Invasive species can interact with native species through multiple pathways, which can be mediated through different environmental conditions such as shade and moisture. To evaluate the effects of interference competition and disease transmission dynamics of an invasive grass on its own population and on native grasses, we conducted two greenhouse experiments using Microstegium vimineum litter collected from field sites with prior foliar fungal epidemics. In Experiment 1, we used differing amounts of infected litter and analyzed plant establishment rate, final biomass, and infection of Elymus virginicus and M. vimineum seedlings planted alone and in competition. In Experiment 2, we manipulated moisture content during the initial inoculation period of M. vimineum seedlings to observe changes in infection rate.
Results/Conclusions
M. vimineum litter inhibited the establishment of both E. virginicus and M. vimineum, but there was no significant effect of the species treatment or shade on establishment. Litter presence reduced E. virginicus establishment by 9%, and had a significant nonlinear effect on M. vimineum, reducing establishment by 5% (low), 12% (medium), and 28% (high). Presence of both live and dead M. vimineum significantly reduced E. virginicus biomass, with litter reducing biomass by 0.73 g, and live M. vimineum reducing biomass by 4.96 g. Shade reduced M. vimineum biomass by 22.14 g, E. virginicus presence reduced it by 4.62 g, and each gram of litter reduced it by 1.20 g. Live and dead M. vimineum increased the percentage of E. virginicus leaves with lesions (evidence of foliar fungal infection). Live M. vimineum increased the percentage of E. virginicus leaves with infection by 15%, dead M. vimineum increased E. virginicus infection by 10%, and the presence of both increased E. virginicus infection by 28%. M. vimineum developed very little infection, with only 2% of individuals displaying lesions across all treatments.

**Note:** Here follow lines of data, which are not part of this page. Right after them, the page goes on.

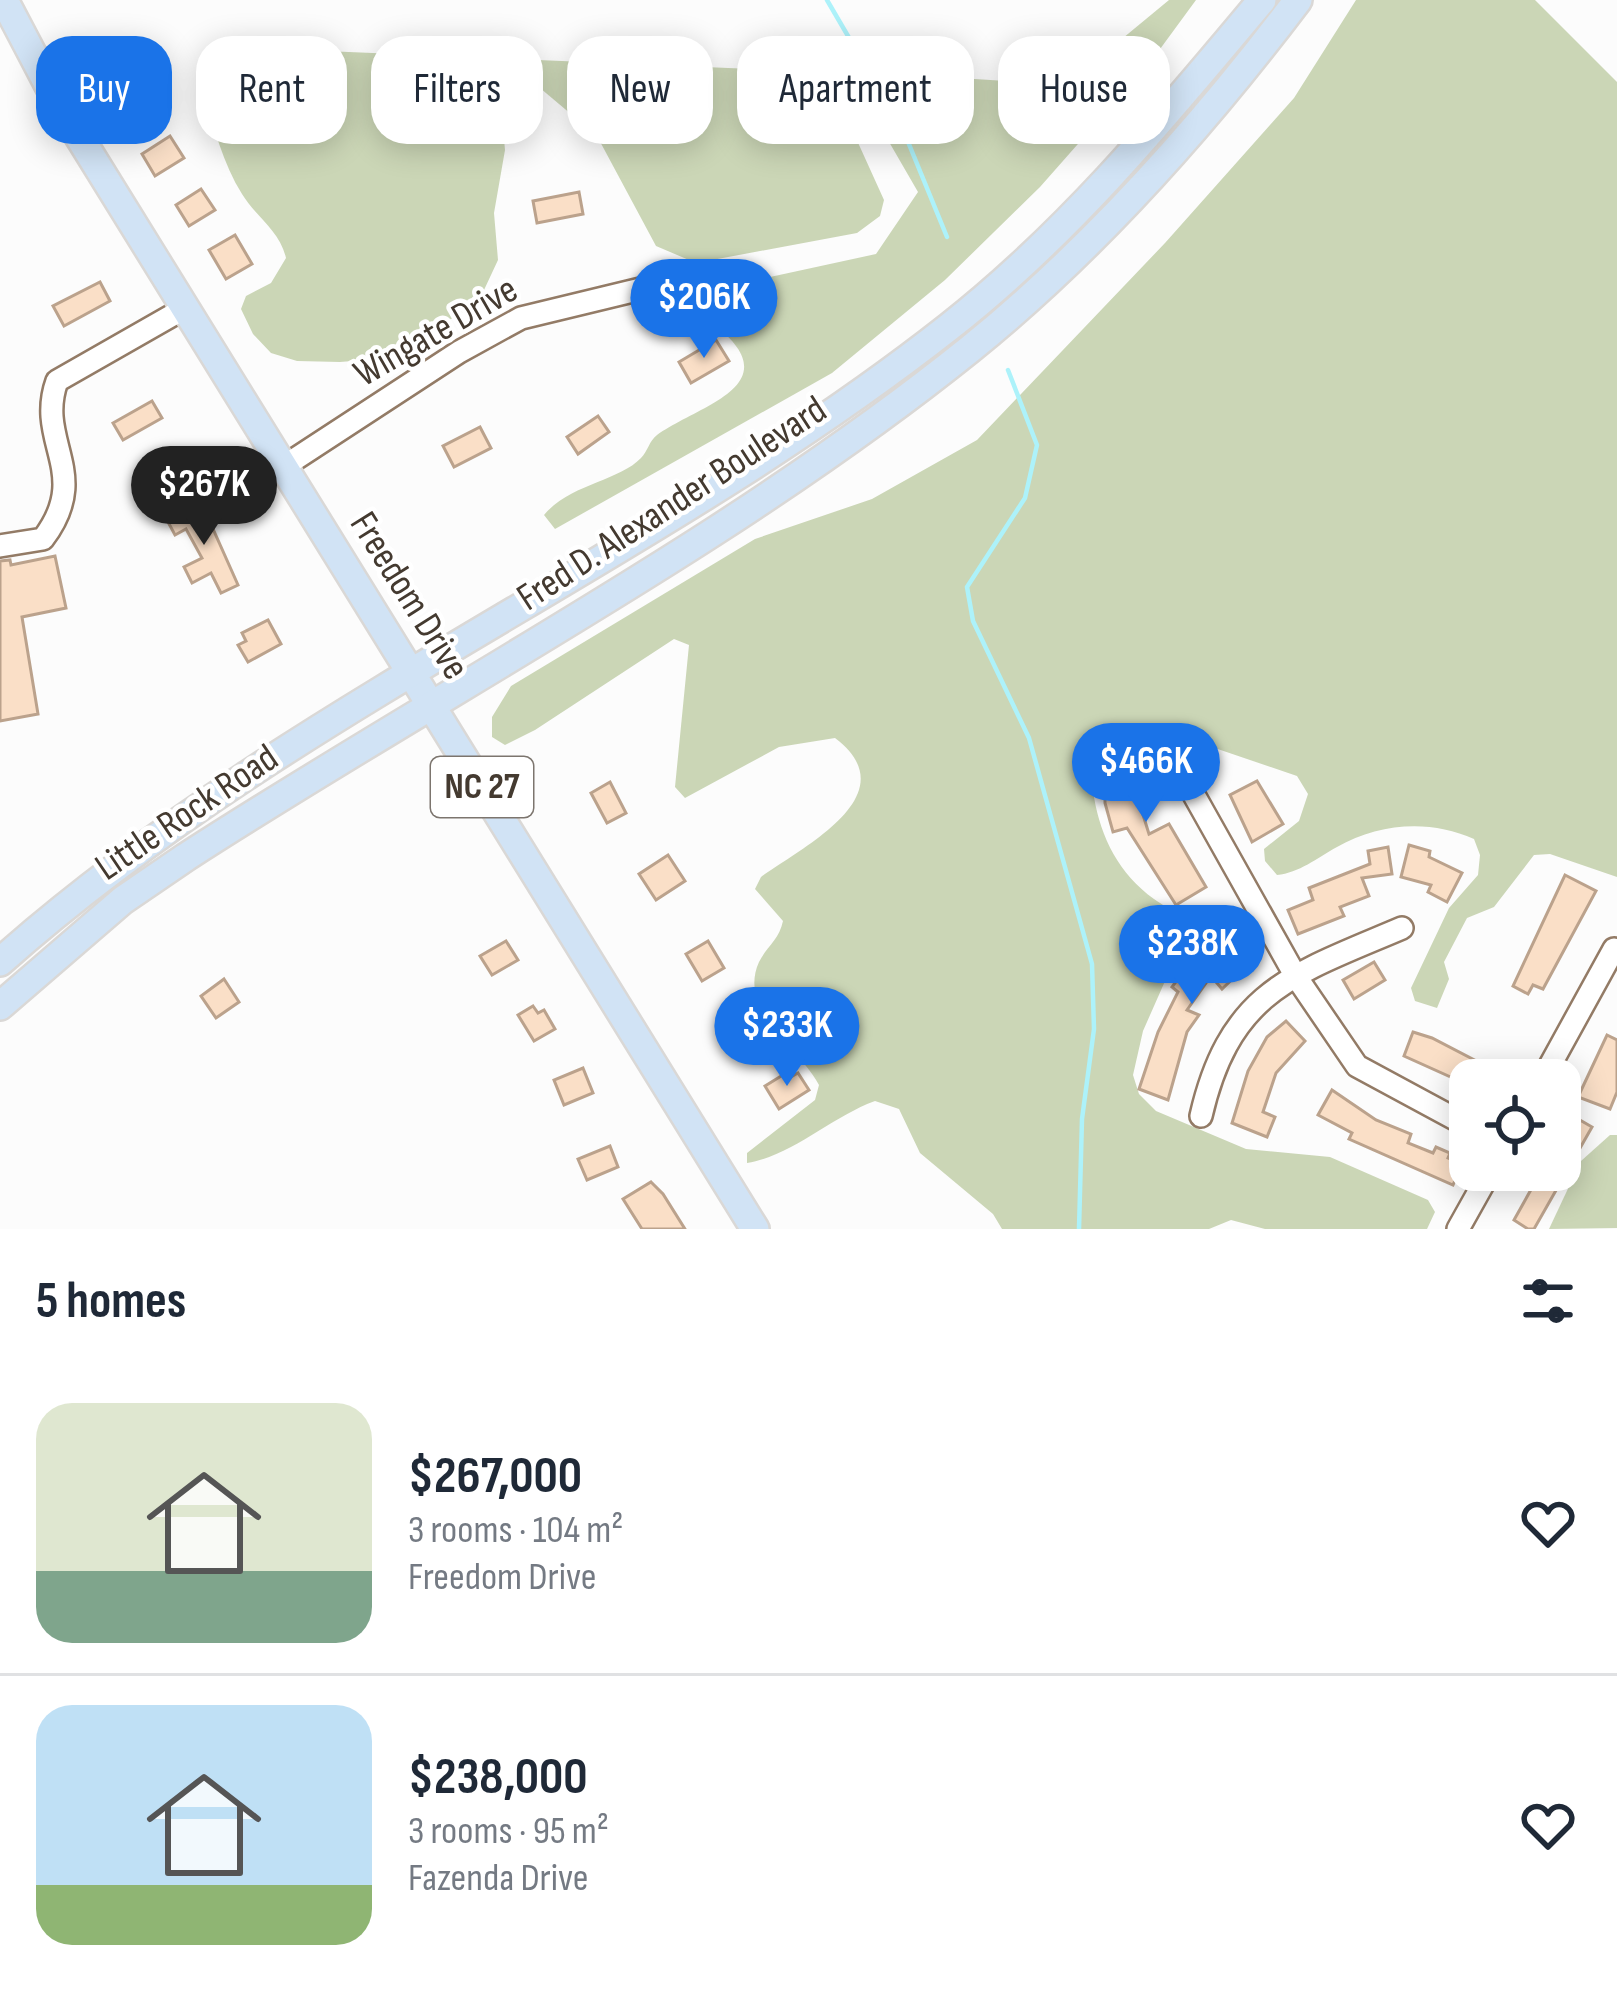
<!DOCTYPE html>
<html lang="en">
<head>
<meta charset="utf-8">
<style>
  body { margin:0; font-family:"Sofia Sans Condensed",sans-serif; background:#f2f2f3; color:#1f2937; height:100vh; display:flex; flex-direction:column; font-size:45px; white-space:nowrap }
  * { box-sizing:border-box; margin:0 }
  p { font-size:39px; color:#747a83 }
  .icon { flex:none; width:66px; height:66px; fill:none; stroke:currentColor; stroke-width:2; stroke-linecap:round; stroke-linejoin:round }
  .map { position:relative; height:1229px; overflow:hidden }
  .sheet { display:flex; flex-direction:column; background:#fff; flex:1 }
  .sheet>* { flex:none }
  .top-card { position:absolute; left:36px; top:36px; width:1545px; height:108px; display:flex; gap:24px }
  .buttons { position:absolute; left:1449px; top:1059px; display:grid; gap:24px }
  .buttons a { display:grid; place-items:center; width:132px; height:132px; border-radius:24px; background:#fff; box-shadow:0 6px 30px #0003; font-size:60px }
  .price { position:absolute; translate:-50% -102px; padding:0 27px; border-radius:42px; background:#1a73e8; color:#fff; font-size:39px; line-height:78px; filter:drop-shadow(0 3px 6px #0008) }
  .price::after { content:''; position:absolute; left:50%; top:72px; width:36px; height:27px; margin-left:-18px; background:inherit; clip-path:polygon(0 0,100% 0,50% 100%) }
  .price.current { background:#222; color:#fff }
  ul { padding:0; list-style:none }
  li { display:flex; align-items:center; gap:36px; height:300px; padding:0 36px }
  li+li { border-top:3px solid #e0e1e3 }
  li span { display:grid; place-items:center; flex:none; width:336px; height:240px; border-radius:36px; color:#555 }
  li>.icon { margin-inline-start:auto }
  span .icon { width:144px; height:144px; fill:#fffc; stroke-width:1 }
  li b { font-size:51px }
  h2 { display:flex; justify-content:space-between; align-items:center; height:144px; padding:0 36px; font-size:51px }
  .pill { padding:0 42px; border-radius:36px; background:#fff; box-shadow:0 6px 30px #0003; font-size:42px; line-height:108px }
  .pill.current { background:#1a73e8; color:#fff }
  .map>svg:first-child { display:block }
  .green { fill:#cbd6b6 }
  .lines { fill:none; stroke-linecap:round; stroke-linejoin:round }
  .stream { stroke:#adf2fa; stroke-width:4.5 }
  .building { fill:#fadfc7; stroke:#bba28c; stroke-width:3 }
  .minor-casing { stroke:#937b66; stroke-width:26 }
  .major-casing { stroke:#dad8d6; stroke-width:32 }
  .minor { stroke:#fff; stroke-width:21 }
  .major { stroke:#d1e3f5; stroke-width:27 }
  .labels { text-anchor:middle; dominant-baseline:central; stroke-width:9; stroke-linejoin:round; paint-order:stroke }
  .shield { fill:#fff; stroke:#7c756e; stroke-width:3 }
  .shield-label { font-size:36px; font-weight:bold; fill:#443a30 }
  .street-label { font-size:39px; fill:#443a30; stroke:#fff }
</style>
</head>
<body>
<div class="map">
<svg width="1617" height="1229" viewBox="0 0 1617 1229">
  <rect width="100%" height="100%" fill="#fcfcfc"/>
  <g class="green">
    <path d="M1169 0H1196L1152 60 1040 187 945 280 832 373 555 529 544 515C570 484 619 481 641 458 648 451 649 441 657 435 698 405 794 385 712 323L713 302 728 286 876 254 918 192 848 71 1056 84 1094 62Z"/>
    <path d="M1356 0H1535L1617 82V877L1550 854 1534 855 1494 907 1467 918 1444 962 1449 979 1437 1008 1415 1001 1411 988 1449 908 1478 875 1480 855 1474 839C1430 819 1379 823 1337 847 1317 858 1299 873 1277 875L1265 861 1264 849 1299 821 1308 794 1297 776 1153 727H1111C1092 746 1089 771 1094 797 1101 838 1119 874 1154 899 1170 910 1179 912 1188 929L1143 1031 1133 1075 1139 1094 1156 1111 1246 1149 1330 1157 1428 1200 1435 1212 1427 1229H1265L1231 1220 1209 1229H1002L993 1214 920 1153 899 1109 875 1101C831 1117 792 1156 747 1163V1153L815 1100 819 1085C799 1047 737 1011 759 962 767 946 779 940 783 921L755 889 761 877C804 846 909 794 835 738L779 747 685 798 675 787 689 645 674 639 535 730 505 745 492 737V717L511 686 755 539 872 499 977 440 1165 243 1294 98Z"/>
    <path d="M277 49 826 72 884 200 880 216 857 233 696 263 656 246 597 136 540 88 521 87 501 105 505 150 494 213 498 260 477 305 377 359 340 362 297 361 271 353 253 334 241 309 246 296 271 283 286 258C280 231 256 217 242 194 223 164 214 127 203 93Z"/>
    <polygon points="1610,1135 1617,1135 1617,1228 1549,1229 1581,1161"/>
  </g>
  <g class="lines">
    <g class="stream">
      <polyline points="827,0 904,132 947,237"/>
      <polyline points="1008,370 1037,445 1025,498 967,587 973,621 1029,738 1092,964 1094,1029 1082,1119 1079,1229"/>
    </g>
  </g>
  <g class="building">
    <polygon points="170,136 184,158 155,176 142,154"/>
    <polygon points="201,189 215,210 189,226 176,205"/>
    <polygon points="579,192 583,214 537,223 533,201"/>
    <polygon points="235,235 252,264 226,279 209,250"/>
    <polygon points="100,282 110,301 64,326 53,306"/>
    <polygon points="716,340 729,361 691,383 679,362"/>
    <polygon points="152,401 162,418 123,440 113,423"/>
    <polygon points="598,416 609,432 578,454 567,437"/>
    <polygon points="480,427 491,448 454,467 443,446"/>
    <polygon points="201,502 238,585 221,593 211,573 192,583 184,567 202,558 186,529 175,535 167,520"/>
    <polygon points="55,556 66,608 22,617 38,714 0,721 0,561 10,560 11,565"/>
    <polygon points="268,620 281,644 248,662 238,645 246,641 242,633"/>
    <polygon points="1115,733 1130,736 1128,748 1136,750 1135,789 1149,834 1169,824 1206,887 1176,905 1127,828 1113,832 1105,803 1105,769"/>
    <polygon points="1257,781 1283,824 1252,842 1230,795"/>
    <polygon points="610,782 626,813 607,823 591,793"/>
    <polygon points="1409,845 1430,851 1429,857 1462,873 1447,902 1428,892 1431,885 1401,877"/>
    <polygon points="1388,847 1392,874 1362,878 1369,896 1340,907 1344,916 1298,934 1288,910 1313,900 1309,888 1370,864 1368,851"/>
    <polygon points="668,855 685,881 656,900 639,874"/>
    <polygon points="1565,875 1596,891 1543,989 1533,985 1528,994 1513,986"/>
    <polygon points="1234,925 1257,955 1222,989 1211,976 1187,1010 1199,1015 1187,1032 1168,1100 1139,1089 1158,1032 1178,992 1172,987 1185,969"/>
    <polygon points="506,941 518,960 492,975 480,956"/>
    <polygon points="708,941 724,968 702,981 686,954"/>
    <polygon points="1374,962 1385,980 1354,999 1343,980"/>
    <polygon points="224,979 239,1002 216,1018 201,996"/>
    <polygon points="749,1004 762,1023 735,1042 722,1022"/>
    <polygon points="533,1006 538,1013 544,1010 555,1029 534,1041 518,1015"/>
    <polygon points="1286,1021 1305,1041 1276,1073 1263,1112 1275,1117 1267,1137 1232,1123 1248,1071 1267,1037"/>
    <polygon points="1413,1032 1432,1038 1513,1080 1464,1083 1404,1056"/>
    <polygon points="1607,1035 1617,1040 1617,1092 1610,1109 1578,1097"/>
    <polygon points="583,1068 593,1093 564,1105 554,1080"/>
    <polygon points="786,1073 789,1078 798,1073 809,1090 779,1109 765,1086"/>
    <polygon points="1332,1090 1376,1120 1411,1134 1408,1143 1433,1153 1436,1147 1450,1153 1448,1158 1462,1164 1453,1185 1349,1139 1352,1133 1318,1115"/>
    <polygon points="1573,1116 1592,1127 1534,1229 1528,1229 1514,1220 1542,1170 1560,1170 1560,1138"/>
    <polygon points="610,1146 618,1167 587,1180 578,1159"/>
    <polygon points="651,1182 663,1194 685,1229 642,1229 623,1199"/>
  </g>
  <g class="lines">
    <defs>
      <g id="minor">
        <polyline points="283,467 459,352 521,318 707,273"/>
        <path d="M0 546 43 539C93 473 35 442 57 381L185 308"/>
        <polyline points="1189,786 1295,975 1357,1066 1470,1127"/>
        <polyline points="1542,1080 1614,949"/>
        <path d="M1201 1116C1230 990 1294 974 1402 928"/>
        <polyline points="1458,1229 1491,1170"/>
      </g>
      <g id="major">
        <polyline points="4,0 57,101 755,1229"/>
        <path d="M0 962C286 708 649 563 949 327 1069 233 1165 116 1262 0"/>
        <path d="M0 1006 123 900 186 857C444 690 730 542 970 349 1094 249 1202 127 1298 0"/>
      </g>
    </defs>
    <use href="#minor" class="minor-casing"/>
    <use href="#major" class="major-casing"/>
    <use href="#minor" class="minor"/>
    <use href="#major" class="major"/>
  </g>
  <g class="labels">
    <rect class="shield" x="431" y="757" width="102" height="60" rx="9"/>
    <g class="shield-label">
      <text x="482" y="787">NC 27</text>
    </g>
    <g class="street-label">
      <text transform="translate(436 332) rotate(-30)">Wingate Drive</text>
      <text transform="translate(672 504) rotate(-33)">Fred D. Alexander Boulevard</text>
      <text transform="translate(409 596) rotate(58)">Freedom Drive</text>
      <text transform="translate(187 813) rotate(-34)">Little Rock Road</text>
    </g>
  </g>
</svg>
<div class="buttons">
<a><svg class="icon" aria-label="locate" viewBox="0 0 24 24"><circle cx="12" cy="12" r="6"/><path d="M12 2v4M12 18v4M2 12h4M18 12h4"/></svg></a>
</div>
<b class="price" style="left:704px;top:361px">$206K</b>
<b class="price current" style="left:204px;top:548px">$267K</b>
<b class="price" style="left:1146px;top:825px">$466K</b>
<b class="price" style="left:1192px;top:1007px">$238K</b>
<b class="price" style="left:787px;top:1089px">$233K</b>
<div class="top-card">
<a class="pill current">Buy</a>
<a class="pill">Rent</a>
<a class="pill">Filters</a>
<a class="pill">New</a>
<a class="pill">Apartment</a>
<a class="pill">House</a>
</div>
</div>
<section class="sheet">
<h2>5 homes<svg class="icon" aria-label="filters" viewBox="0 0 24 24"><path d="M4 7h16M4 17h16"/><circle cx="9" cy="7" r="2"/><circle cx="15" cy="17" r="2"/></svg></h2>
<ul>
<li><span style="background:linear-gradient(#dfe7d0 70%,#7fa58c 0)"><svg class="icon" aria-label="home" viewBox="0 0 24 24"><path d="M3 11l9-7 9 7M6 9v11h12V9"/></svg></span><div><b>$267,000</b><p>3 rooms · 104 m²</p><p>Freedom Drive</p></div><svg class="icon" aria-label="heart" viewBox="0 0 24 24"><path d="M12 20l-8-8c-3-5 5-10 8-4 3-6 11-1 8 4z"/></svg></li>
<li><span style="background:linear-gradient(#bfe0f5 75%,#8fb573 0)"><svg class="icon" aria-label="home" viewBox="0 0 24 24"><path d="M3 11l9-7 9 7M6 9v11h12V9"/></svg></span><div><b>$238,000</b><p>3 rooms · 95 m²</p><p>Fazenda Drive</p></div><svg class="icon" aria-label="heart" viewBox="0 0 24 24"><path d="M12 20l-8-8c-3-5 5-10 8-4 3-6 11-1 8 4z"/></svg></li>
</ul>
</section>
</body>
</html>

Results from experiment 2 demonstrate that moisture, and likely leaf wetness, plays a significant role in the formation of lesions on M. vimineum, with none of the dry treatment pots showing infection. However, 80% percent of hydrated pots had lesions present at the end of the experiment.
These results demonstrate the negative impacts of M. vimineum invasion on E. virginicus populations and indicate an increased competitive ability of M. vimineum infected with Bipolaris through litter from the previous generation. Additionally, our findings show the importance of moisture for M. vimineum to become infected, suggesting that wetter environments will have higher levels of infection.